COFFEE_KLATCH · Invited

Abstract

Charged Fermi liquids with broken time-reversal symmetry have an intrinsic anomalous Hall effect that derives from the Berry phases accumulated by accelerated quasiparticles that move on the Fermi surface. The intrinsic Hall conductivity is given by a new fundamental geometric Fermi liquid formula that can be regarded as the derivative with respect to magnetic flux density of the Luttinger fomula relating the density of mobile charge carriers to the k-space volume enclosed by the Fermi surface. This formula can be derived by an integration-by-parts of the Karplus-Luttinger free-electron band-structure formula to yield a topological (QHE) part plus a geometrical part expressed completely at the Fermi surface, and which has a natural generalization to interacting Fermi liquid quasiparticles (QP's).
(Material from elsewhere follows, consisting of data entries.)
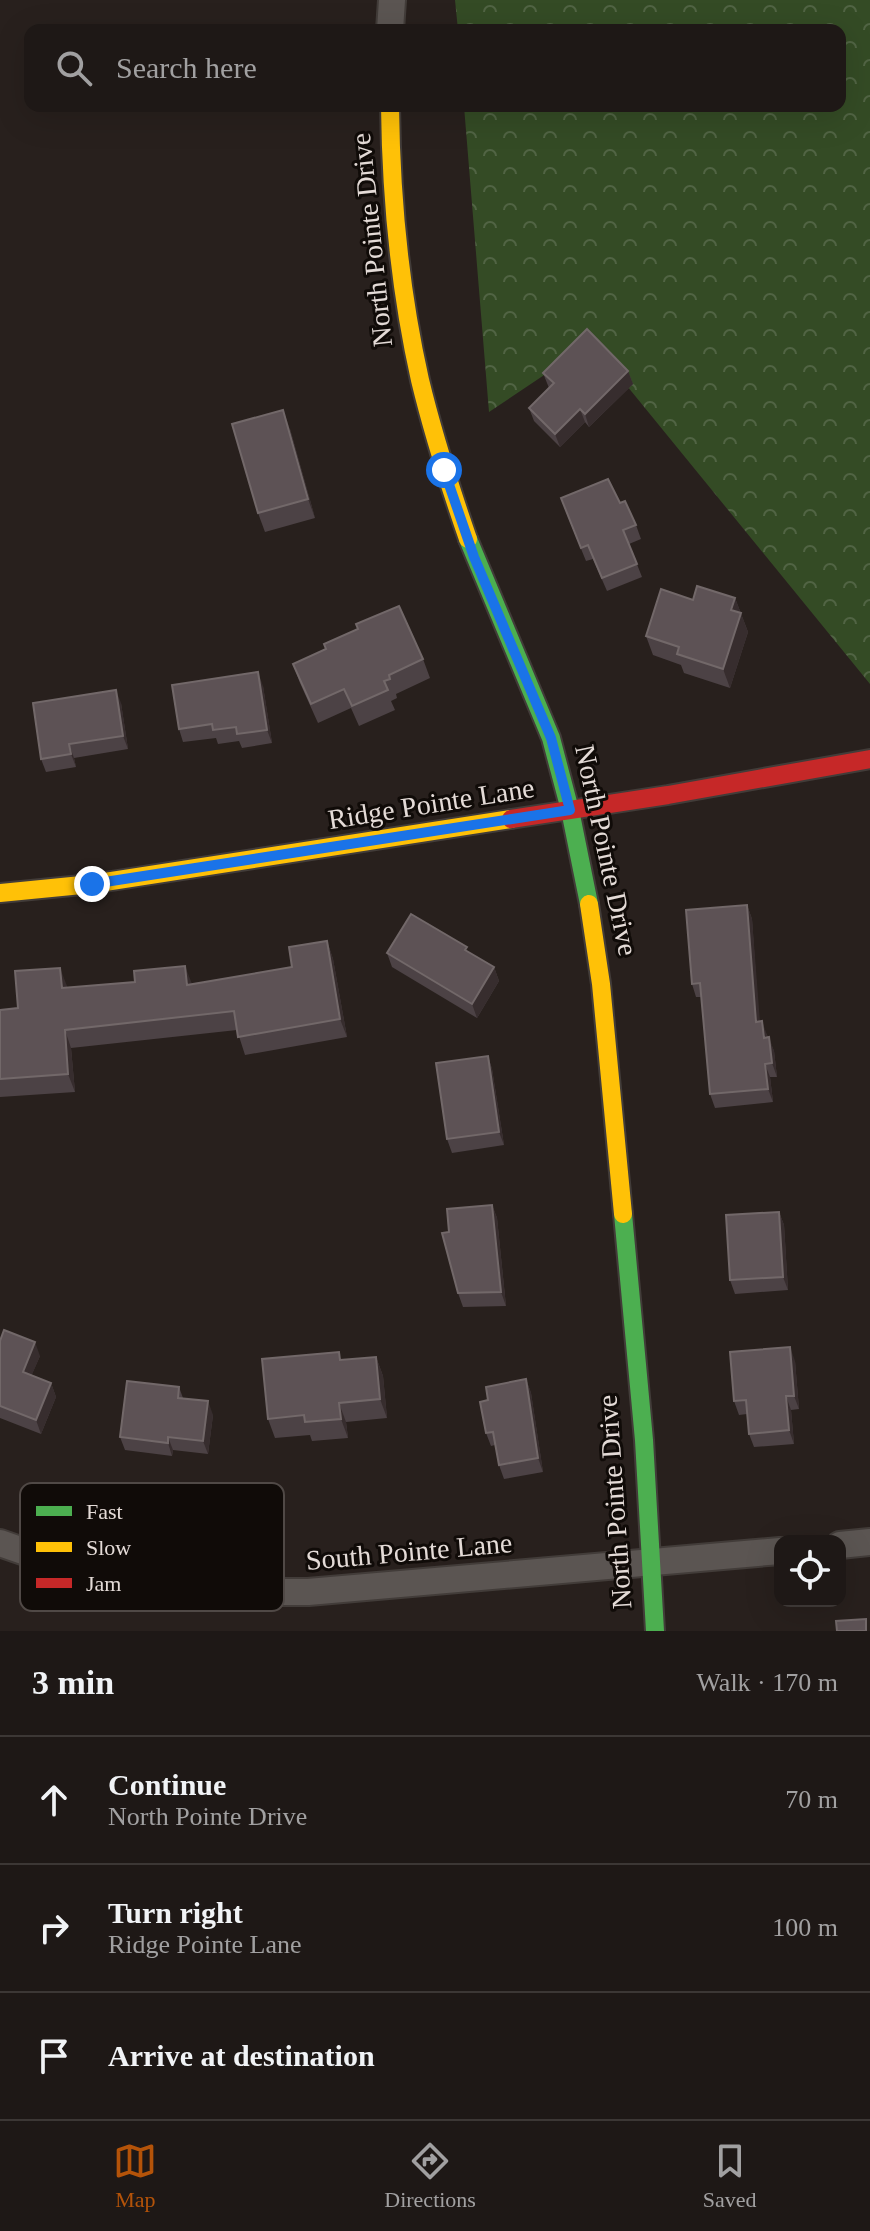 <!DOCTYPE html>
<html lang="en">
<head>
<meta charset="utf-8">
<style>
  body { margin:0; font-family:Georgia,serif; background:#2b2523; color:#f1f3f6 }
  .controls { position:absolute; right:24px; bottom:24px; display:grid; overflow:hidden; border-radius:16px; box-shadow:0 8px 32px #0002 }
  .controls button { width:72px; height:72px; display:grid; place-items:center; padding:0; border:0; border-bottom:2px solid #3c3735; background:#1e1816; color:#f1f3f6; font:40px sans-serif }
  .stop { position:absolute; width:24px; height:24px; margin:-18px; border:6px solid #1a73e8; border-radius:50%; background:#fff }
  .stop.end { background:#1a73e8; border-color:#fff; box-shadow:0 2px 8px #0008 }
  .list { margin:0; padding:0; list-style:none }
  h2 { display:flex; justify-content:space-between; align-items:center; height:104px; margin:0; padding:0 32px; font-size:34px }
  h2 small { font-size:26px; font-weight:400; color:#a1a0a1 }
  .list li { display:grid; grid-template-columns:52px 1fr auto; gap:24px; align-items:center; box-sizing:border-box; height:128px; padding:0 32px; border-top:2px solid #3c3735 }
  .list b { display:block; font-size:30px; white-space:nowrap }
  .list p { margin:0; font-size:26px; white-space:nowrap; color:#a1a0a1 }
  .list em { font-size:26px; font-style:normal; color:#a1a0a1 }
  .icon { flex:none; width:44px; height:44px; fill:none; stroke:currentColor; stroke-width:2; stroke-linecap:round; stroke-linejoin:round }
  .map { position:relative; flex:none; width:870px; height:1631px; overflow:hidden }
  .search { position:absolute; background:#1e1816; box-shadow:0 8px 32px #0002; left:24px; right:24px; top:24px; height:88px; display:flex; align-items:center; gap:20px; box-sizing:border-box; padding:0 28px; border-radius:16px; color:#a1a0a1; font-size:30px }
  .sheet { height:488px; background:#1e1816 }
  nav { display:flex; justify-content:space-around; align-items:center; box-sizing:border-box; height:112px; border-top:2px solid #3c3735; background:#1e1816; font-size:22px; color:#a1a0a1 }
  nav a { display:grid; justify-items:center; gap:4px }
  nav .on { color:#b45309 }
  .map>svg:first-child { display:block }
</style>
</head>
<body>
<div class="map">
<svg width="870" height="1631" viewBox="0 0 870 1631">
  <defs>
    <pattern id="forest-crowns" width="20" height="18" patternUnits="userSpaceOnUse" patternTransform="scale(2)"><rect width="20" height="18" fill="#344b25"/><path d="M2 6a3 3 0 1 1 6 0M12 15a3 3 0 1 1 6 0" fill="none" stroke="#516444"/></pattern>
  </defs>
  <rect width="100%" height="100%" fill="#28201d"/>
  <path fill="url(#forest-crowns)" d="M455 0H870V684L592 343 489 412 464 106H840V30H458Z"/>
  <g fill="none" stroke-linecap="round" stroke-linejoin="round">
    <defs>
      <g id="street">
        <path d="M390 30 392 0"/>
        <path d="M0 1543C106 1582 195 1593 308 1592L780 1551"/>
        <path d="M840 1545 870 1542"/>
      </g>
      <g id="fast">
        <path d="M468 539 551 738 570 810 589 904"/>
        <path d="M623 1214 644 1440 655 1631"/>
      </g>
      <g id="slow">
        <path d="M390 106C391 198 400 291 420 380 433 434 450 487 468 539"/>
        <path d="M0 893 92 884 511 819"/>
        <path d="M589 904 601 984 623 1214"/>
      </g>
      <path id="jam" d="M511 819 668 795 870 759"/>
    </defs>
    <use href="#street" stroke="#423c39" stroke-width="30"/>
    <use href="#fast" stroke="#423c39" stroke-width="22"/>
    <use href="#slow" stroke="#423c39" stroke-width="22"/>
    <use href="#jam" stroke="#423c39" stroke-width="22"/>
    <use href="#street" stroke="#5b5552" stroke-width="26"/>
    <use href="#fast" stroke="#4caf50" stroke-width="18"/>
    <use href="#slow" stroke="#ffc107" stroke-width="18"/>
    <use href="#jam" stroke="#c62828" stroke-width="18"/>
  </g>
  <g fill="#4c4245">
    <path d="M628 371 633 384 589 427 585 422 560 447 534 421 529 408 549 388 543 373Z"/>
    <path d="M290 429 315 518 265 532 258 513Z"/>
    <path d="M566 512 636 525 641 539 629 544 642 577 607 591 593 559 586 561Z"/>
    <path d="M735 598 748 632 730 688 684 673 681 665 653 655 646 636 693 600Z"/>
    <path d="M423 659 430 678 396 694 397 698 391 701 395 710 359 726 351 708 318 723 300 683 293 664Z"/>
    <path d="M263 686 272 743 242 748 239 741 218 744 216 738 183 742 179 729Z"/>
    <path d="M121 703 128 749 74 758 76 767 46 772 41 759Z"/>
    <path d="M747 905 752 919 759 1021 767 1035 774 1051 777 1077H770L773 1102 715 1108 710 1094 701 997H696L692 984Z"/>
    <path d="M327 941 333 959 347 1037 245 1055 237 1030 71 1048 75 1092 0 1097V1010L18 1008 67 986V988L192 984 292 967Z"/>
    <path d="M469 952 494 967 499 981 477 1018 392 967 387 953Z"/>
    <path d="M488 1056 492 1069 504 1145 452 1153 447 1139Z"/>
    <path d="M492 1205 497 1218 506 1306 463 1307 458 1293 449 1232Z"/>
    <path d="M779 1212 784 1225 788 1290 735 1294 730 1280Z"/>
    <path d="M0 1341 40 1356 31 1376 51 1383 56 1397 41 1434 0 1418Z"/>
    <path d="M376 1357 383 1376 387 1418 346 1422 348 1438 312 1441 310 1435 275 1438 268 1419 342 1360Z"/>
    <path d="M795 1361 799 1409 791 1410 794 1444 754 1447 749 1434 747 1414 739 1415 734 1401Z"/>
    <path d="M526 1379 531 1393 543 1472 504 1479 499 1465 495 1445 491 1446 486 1433 488 1400Z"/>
    <path d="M179 1387 183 1398 213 1415 208 1454 173 1450 172 1456 125 1450 120 1437Z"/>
  </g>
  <g fill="#372d2e">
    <path d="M628 371 633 384 589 427 585 414Z"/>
    <path d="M580 409 585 422 560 447 555 434Z"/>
    <path d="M283 410 290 429 315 518 308 499Z"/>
    <path d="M735 598 748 632 730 688 723 669 731 610Z"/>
    <path d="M258 672 263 686 272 743 267 730Z"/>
    <path d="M116 690 121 703 128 749 123 736Z"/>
    <path d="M69 744 74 758 76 767 71 754Z"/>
    <path d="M747 905 752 919 761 1035 756 1022Z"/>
    <path d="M327 941 333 959 347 1037 340 1019Z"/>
    <path d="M185 966 192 984 187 985Z"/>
    <path d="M494 967 499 981 477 1018 472 1004Z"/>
    <path d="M60 968 67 986 68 1006 62 988Z"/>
    <path d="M762 1021 767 1035 769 1051 764 1038Z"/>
    <path d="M65 1030 71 1048 75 1092 68 1074Z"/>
    <path d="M769 1037 774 1051 777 1077 772 1063Z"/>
    <path d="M488 1056 492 1069 504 1145 499 1132Z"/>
    <path d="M765 1064 770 1077 773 1102 768 1089Z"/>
    <path d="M492 1205 497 1218 506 1306 501 1292Z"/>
    <path d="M779 1212 784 1225 788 1290 783 1277Z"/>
    <path d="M35 1342 40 1356 27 1386 23 1372Z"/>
    <path d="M790 1347 795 1361 799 1409 794 1396Z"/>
    <path d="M376 1357 383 1376 387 1418 380 1399Z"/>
    <path d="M526 1379 531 1393 543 1472 538 1458Z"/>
    <path d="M51 1383 56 1397 41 1434 36 1420Z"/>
    <path d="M786 1396 791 1410 794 1444 789 1430Z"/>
    <path d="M208 1401 213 1415 208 1454 203 1441Z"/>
    <path d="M339 1403 346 1422 348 1438 341 1419Z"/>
    <path d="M168 1437 173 1450 172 1456 168 1443Z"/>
  </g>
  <g fill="#5d5255" stroke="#726869" stroke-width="2">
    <path d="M587 329 628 371 585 414 580 409 555 434 529 408 554 383 543 373Z"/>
    <path d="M283 410 308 499 258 513 232 424Z"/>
    <path d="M608 479 620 503 625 501 636 525 623 530 637 564 602 578 588 545 581 548 561 498Z"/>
    <path d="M697 586 735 598 731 610 741 613 723 669 677 654 679 647 646 636 661 589 693 600Z"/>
    <path d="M399 606 423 659 389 675 390 679 384 681 388 690 352 706 344 689 311 704 293 664 326 649 324 644 358 629 356 624Z"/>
    <path d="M258 672 267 730 237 734 236 727 213 730 212 724 179 729 172 685Z"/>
    <path d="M116 690 123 736 69 744 71 754 41 759 33 703Z"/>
    <path d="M747 905 756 1022 762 1021 764 1038 769 1037 772 1063 765 1064 768 1089 710 1094 700 983 692 984 686 910Z"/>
    <path d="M411 914 467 947 465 950 494 967 472 1004 387 953Z"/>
    <path d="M327 941 340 1019 238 1037 234 1011 65 1030 68 1074 0 1079V1010L18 1008 15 971 60 968 62 988 135 982 134 971 185 966 187 985 292 967 289 947Z"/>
    <path d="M488 1056 499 1132 447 1139 436 1063Z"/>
    <path d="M492 1205 501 1292 458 1293 442 1233 449 1232 447 1209Z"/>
    <path d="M779 1212 783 1277 730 1280 726 1215Z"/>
    <path d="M4 1330 35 1342 23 1372 51 1383 36 1420 0 1406V1341Z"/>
    <path d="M790 1347 794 1396H786L789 1430 749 1434 746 1400 734 1401 730 1352Z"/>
    <path d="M339 1352 340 1360 376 1357 380 1399 339 1403 341 1419 305 1422 304 1415 268 1419 262 1359Z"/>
    <path d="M526 1379 538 1458 499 1465 493 1432 486 1433 480 1402 488 1400 486 1387Z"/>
    <path d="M127 1381 179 1387 178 1398 208 1401 203 1441 168 1437V1443L120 1437Z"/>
    <path d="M866 1619V1631H837L836 1621Z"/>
  </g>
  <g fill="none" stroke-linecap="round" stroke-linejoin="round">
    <path stroke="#1a73e8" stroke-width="10" d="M92 884 570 810 551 738 474 557 444 470"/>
  </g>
  <g text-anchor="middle" stroke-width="6" stroke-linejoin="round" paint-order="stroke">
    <g font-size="28" fill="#e4dbd7" stroke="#100b08">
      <text transform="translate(371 240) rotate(-96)" y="10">North Pointe Drive</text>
      <text transform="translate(431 803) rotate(-9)" y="10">Ridge Pointe Lane</text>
      <text transform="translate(607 850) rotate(78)" y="10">North Pointe Drive</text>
      <text transform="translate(614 1502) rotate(-94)" y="10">North Pointe Drive</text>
      <text transform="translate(409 1551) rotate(-5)" y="10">South Pointe Lane</text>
    </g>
  </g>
  <rect x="20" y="1483" width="264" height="128" rx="12" fill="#100b08" stroke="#504946" stroke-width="2"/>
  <rect x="36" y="1506" width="36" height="10" fill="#4caf50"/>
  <rect x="36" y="1542" width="36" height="10" fill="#ffc107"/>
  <rect x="36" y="1578" width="36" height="10" fill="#c62828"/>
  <g font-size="22" fill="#e4dbd7">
    <text x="86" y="1519">Fast</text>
    <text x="86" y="1555">Slow</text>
    <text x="86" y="1591">Jam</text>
  </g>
</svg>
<div class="controls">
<button><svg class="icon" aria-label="locate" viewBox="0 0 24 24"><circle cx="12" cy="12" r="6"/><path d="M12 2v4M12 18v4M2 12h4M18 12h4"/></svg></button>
</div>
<div class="stop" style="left:444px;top:470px"></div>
<div class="stop end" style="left:92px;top:884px"></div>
<div class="search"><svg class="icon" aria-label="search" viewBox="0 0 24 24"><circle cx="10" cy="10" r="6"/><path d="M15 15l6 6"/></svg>Search here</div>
</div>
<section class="sheet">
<h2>3 min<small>Walk · 170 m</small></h2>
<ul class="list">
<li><svg class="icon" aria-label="ahead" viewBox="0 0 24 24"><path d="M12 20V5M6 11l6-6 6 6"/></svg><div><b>Continue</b><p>North Pointe Drive</p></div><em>70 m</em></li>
<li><svg class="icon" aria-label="right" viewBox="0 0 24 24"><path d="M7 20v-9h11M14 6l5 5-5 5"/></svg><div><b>Turn right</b><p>Ridge Pointe Lane</p></div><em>100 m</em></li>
<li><svg class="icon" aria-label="arrive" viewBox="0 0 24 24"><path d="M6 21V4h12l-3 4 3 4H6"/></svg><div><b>Arrive at destination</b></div></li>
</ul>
</section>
<nav>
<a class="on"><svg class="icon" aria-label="map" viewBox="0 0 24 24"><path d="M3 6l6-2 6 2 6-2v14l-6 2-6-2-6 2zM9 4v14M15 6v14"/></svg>Map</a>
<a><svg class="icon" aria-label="directions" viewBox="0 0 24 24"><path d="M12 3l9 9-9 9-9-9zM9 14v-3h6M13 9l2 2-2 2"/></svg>Directions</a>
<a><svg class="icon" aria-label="saved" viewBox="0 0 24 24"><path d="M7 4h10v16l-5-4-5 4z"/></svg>Saved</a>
</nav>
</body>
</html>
The QP Berry phases are properties of the {\it eigenstates} of the (exact) single-particle Green's function at the Fermi surface, which is a Hermitian matrix with Bloch-state eigenvectors; the Berry phases derive from the variation on the Fermi surface of the spatially-periodic factor of the QP Bloch state that characterizes how the total QP amplitude is distributed among the different electronic orbitals in the unit cell. In the case of 3D ferromagnetic metals, the Berry phases derive from the interplay of exchange splitting with spin-orbit coupling (both must be present). Remarkably, the new formula also applies to Fermi-liquid analogs such as the 2D composite fermion (CF) fluid in the half-filled lowest Landau level: in this case, the QP is a bound electron+vortex composite and not a Bloch state. This QP structure varies on the CF Fermi surface in a way that exactly gives the expected result $\sigma^{xy}$ = $e^2/2h$, unaffected by any Fermi surface anisotropy, thus explaining how a quantized value of $\sigma^{xy}$ persists even though the CF Fermi liquid is {\it not} an incompressible FQHE state. The geometric anomalous Hall effect formula suggests a more intrinsic geometric description of the Fermi surface, where the Fermi vector ${\boldmath k}_F({\bf s})$ is only one of a number of properties that vary on a curved $(D-1)$-dimensional Fermi surface manifold parametrized by curvilinear coordinates ${\bf s}$; other properties include the Berry curvature field ${\cal F}({\bf s})$, quasiparticle mean free path $\ell({\bf s})$,{\it etc}. The new formula also naturally takes into account non-trivial (multiply-connected) Fermi surface topology and open orbits.